#### About this task
Stopping at the line that holds "position:relative; width:2192px; height:1146px;", repeat the lines below exactly, starting from the very first and including that final line.

#### Data records
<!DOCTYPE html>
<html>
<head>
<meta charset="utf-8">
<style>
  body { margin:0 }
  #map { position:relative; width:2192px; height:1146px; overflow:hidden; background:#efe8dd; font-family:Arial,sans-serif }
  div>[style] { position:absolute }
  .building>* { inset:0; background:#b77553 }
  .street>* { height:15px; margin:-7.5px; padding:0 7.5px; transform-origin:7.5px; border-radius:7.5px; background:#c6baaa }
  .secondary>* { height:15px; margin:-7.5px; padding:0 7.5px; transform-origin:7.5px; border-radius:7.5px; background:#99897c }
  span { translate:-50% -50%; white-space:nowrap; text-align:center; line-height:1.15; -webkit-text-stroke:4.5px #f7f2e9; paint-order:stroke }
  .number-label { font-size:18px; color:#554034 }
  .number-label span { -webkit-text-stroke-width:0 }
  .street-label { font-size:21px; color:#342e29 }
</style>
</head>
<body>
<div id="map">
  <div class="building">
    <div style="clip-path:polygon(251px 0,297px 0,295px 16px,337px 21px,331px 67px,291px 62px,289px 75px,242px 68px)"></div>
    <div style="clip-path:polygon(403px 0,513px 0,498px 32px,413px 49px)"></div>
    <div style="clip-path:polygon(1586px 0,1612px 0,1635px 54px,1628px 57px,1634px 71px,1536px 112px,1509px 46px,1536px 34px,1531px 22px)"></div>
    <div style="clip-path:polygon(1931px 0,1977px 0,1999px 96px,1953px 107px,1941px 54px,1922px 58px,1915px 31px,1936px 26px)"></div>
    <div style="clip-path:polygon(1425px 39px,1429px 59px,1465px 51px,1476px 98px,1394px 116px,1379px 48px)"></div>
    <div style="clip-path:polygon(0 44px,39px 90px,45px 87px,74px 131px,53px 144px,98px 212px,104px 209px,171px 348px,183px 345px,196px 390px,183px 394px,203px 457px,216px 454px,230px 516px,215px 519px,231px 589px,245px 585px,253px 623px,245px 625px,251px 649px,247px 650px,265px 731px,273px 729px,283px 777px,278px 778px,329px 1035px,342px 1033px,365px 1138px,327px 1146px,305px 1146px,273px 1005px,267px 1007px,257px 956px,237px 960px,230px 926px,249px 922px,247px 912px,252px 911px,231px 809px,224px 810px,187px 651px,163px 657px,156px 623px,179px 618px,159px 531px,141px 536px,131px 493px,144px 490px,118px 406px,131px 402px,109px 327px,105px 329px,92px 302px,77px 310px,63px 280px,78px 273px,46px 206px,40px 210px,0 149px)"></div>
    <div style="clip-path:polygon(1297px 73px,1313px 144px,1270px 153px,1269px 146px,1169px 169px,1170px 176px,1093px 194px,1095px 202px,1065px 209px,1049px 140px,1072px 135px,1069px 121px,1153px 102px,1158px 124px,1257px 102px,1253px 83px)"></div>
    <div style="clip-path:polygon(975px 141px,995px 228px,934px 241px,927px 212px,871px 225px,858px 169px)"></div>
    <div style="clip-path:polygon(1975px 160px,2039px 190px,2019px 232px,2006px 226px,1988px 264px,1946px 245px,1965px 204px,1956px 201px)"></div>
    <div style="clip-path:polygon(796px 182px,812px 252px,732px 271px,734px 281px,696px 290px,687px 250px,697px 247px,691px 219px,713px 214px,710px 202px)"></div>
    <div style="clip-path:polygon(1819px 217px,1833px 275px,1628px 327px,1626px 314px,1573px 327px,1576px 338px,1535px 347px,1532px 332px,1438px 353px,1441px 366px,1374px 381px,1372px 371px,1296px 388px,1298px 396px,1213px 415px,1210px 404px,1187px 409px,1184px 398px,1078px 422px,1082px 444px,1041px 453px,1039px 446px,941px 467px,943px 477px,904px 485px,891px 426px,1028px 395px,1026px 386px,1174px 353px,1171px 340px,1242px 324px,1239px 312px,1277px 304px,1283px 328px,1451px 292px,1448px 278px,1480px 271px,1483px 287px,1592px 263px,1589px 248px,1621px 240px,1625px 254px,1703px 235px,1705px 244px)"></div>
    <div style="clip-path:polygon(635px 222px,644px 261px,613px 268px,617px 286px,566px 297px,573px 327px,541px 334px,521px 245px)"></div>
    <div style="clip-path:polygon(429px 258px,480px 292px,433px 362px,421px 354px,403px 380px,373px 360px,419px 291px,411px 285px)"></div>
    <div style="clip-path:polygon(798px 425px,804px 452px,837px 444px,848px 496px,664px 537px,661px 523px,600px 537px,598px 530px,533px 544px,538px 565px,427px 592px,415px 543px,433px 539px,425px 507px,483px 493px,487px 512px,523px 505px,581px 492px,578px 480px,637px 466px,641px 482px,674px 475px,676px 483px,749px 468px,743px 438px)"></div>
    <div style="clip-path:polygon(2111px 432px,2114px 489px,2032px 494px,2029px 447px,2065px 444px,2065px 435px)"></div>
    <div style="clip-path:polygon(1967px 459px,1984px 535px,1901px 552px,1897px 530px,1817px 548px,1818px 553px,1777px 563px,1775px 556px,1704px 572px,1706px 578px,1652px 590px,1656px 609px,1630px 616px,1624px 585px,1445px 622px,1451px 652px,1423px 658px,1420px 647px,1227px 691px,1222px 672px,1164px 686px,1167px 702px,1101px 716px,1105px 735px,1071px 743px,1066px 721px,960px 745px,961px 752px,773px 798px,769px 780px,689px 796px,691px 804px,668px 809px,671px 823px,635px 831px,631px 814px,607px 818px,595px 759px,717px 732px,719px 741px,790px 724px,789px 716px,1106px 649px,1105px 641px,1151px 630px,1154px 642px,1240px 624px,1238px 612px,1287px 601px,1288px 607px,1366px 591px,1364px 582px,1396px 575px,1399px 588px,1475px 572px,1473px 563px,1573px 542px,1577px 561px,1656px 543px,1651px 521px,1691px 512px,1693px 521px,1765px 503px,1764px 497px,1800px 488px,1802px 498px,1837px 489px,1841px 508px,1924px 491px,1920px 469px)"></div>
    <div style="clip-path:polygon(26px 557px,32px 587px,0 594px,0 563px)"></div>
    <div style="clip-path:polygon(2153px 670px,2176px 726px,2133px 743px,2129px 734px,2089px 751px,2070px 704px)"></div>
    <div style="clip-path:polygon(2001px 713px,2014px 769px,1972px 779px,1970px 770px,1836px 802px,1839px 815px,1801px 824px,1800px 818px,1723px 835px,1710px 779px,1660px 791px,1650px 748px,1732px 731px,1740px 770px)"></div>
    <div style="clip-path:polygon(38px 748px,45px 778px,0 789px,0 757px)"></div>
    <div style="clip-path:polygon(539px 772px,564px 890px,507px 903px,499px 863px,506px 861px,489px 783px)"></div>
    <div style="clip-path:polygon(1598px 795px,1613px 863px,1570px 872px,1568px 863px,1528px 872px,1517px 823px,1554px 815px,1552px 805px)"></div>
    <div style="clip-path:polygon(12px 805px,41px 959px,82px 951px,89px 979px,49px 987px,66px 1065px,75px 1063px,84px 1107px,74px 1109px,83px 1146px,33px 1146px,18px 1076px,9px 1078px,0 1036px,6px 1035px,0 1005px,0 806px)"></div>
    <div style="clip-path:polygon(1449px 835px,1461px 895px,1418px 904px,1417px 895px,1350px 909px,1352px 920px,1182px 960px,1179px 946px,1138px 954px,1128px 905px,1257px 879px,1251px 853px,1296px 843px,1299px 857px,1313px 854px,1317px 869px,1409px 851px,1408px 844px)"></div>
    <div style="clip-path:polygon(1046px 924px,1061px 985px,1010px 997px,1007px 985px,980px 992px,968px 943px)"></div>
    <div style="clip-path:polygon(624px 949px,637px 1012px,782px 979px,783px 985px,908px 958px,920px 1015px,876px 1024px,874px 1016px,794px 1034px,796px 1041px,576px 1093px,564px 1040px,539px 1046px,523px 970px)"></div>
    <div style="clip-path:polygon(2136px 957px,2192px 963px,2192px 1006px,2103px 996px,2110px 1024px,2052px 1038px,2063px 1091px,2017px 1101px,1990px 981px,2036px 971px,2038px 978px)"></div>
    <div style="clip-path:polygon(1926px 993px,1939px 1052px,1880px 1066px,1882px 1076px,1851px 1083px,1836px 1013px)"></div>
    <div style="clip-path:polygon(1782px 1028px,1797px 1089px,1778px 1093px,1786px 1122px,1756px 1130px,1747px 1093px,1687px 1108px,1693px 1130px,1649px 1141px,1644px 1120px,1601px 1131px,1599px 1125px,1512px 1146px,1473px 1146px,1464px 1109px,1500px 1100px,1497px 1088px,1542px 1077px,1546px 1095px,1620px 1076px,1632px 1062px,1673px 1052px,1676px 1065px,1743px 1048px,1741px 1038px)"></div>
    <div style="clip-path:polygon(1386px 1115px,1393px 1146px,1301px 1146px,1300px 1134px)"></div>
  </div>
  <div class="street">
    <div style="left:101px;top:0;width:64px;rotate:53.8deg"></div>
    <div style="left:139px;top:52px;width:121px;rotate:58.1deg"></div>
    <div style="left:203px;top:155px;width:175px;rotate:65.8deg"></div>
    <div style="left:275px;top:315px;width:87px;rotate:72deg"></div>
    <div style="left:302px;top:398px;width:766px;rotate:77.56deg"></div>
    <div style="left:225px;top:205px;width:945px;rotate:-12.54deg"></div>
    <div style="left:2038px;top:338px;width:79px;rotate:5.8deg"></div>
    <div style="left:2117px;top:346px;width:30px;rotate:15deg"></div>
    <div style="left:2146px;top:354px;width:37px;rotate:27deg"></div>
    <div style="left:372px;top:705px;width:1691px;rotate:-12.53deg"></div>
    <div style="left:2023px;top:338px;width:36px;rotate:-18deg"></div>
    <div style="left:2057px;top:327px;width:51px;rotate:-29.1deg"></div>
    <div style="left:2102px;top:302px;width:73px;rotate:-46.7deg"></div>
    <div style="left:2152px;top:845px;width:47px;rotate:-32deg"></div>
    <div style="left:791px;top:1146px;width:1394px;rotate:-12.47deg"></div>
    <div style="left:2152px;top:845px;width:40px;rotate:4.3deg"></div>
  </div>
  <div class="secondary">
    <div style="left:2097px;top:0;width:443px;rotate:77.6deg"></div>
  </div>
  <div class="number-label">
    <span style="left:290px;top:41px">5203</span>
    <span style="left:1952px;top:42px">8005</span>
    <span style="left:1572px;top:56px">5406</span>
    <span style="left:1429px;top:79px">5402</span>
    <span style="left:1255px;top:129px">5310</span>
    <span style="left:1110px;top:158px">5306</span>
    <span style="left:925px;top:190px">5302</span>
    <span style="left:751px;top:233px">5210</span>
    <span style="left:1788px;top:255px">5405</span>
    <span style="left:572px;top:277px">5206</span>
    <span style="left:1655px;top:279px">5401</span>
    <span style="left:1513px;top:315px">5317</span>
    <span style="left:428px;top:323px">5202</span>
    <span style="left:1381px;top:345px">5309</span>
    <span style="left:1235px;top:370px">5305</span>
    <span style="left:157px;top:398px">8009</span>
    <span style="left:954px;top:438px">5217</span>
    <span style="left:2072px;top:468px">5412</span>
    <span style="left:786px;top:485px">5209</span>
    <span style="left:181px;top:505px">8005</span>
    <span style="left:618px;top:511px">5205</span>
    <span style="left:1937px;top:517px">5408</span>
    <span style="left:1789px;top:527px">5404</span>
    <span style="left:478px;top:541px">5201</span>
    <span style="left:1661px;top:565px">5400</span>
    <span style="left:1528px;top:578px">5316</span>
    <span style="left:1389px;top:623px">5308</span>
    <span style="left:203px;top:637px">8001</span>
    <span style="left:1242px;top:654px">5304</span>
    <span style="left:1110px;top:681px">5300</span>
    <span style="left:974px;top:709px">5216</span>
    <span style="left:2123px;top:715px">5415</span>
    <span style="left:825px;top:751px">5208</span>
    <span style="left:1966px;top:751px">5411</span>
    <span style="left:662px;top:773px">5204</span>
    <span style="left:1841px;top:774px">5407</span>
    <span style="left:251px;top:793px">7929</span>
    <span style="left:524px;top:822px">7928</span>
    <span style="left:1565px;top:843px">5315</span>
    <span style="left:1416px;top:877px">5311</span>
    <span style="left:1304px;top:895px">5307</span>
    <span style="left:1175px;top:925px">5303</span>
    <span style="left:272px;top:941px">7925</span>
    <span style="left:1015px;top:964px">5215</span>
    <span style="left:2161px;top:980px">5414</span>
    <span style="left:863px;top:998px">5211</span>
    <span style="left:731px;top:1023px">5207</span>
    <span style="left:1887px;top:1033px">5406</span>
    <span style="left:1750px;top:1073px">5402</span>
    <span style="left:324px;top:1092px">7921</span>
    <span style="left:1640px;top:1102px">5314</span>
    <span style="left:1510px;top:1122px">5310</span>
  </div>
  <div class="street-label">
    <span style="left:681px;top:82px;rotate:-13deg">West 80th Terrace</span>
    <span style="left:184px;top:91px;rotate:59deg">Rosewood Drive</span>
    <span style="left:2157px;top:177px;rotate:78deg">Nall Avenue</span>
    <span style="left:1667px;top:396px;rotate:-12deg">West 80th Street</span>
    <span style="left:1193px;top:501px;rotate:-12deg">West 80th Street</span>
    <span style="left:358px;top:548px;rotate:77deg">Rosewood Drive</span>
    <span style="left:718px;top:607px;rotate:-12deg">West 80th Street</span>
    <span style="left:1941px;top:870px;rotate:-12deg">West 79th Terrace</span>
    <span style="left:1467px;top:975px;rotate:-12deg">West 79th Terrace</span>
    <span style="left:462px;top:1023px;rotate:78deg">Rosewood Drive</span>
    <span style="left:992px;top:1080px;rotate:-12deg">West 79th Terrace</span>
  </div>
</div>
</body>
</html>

#### Answer section
<!DOCTYPE html>
<html>
<head>
<meta charset="utf-8">
<style>
  body { margin:0 }
  #map { position:relative; width:2192px; height:1146px; overflow:hidden; background:#efe8dd; font-family:Arial,sans-serif }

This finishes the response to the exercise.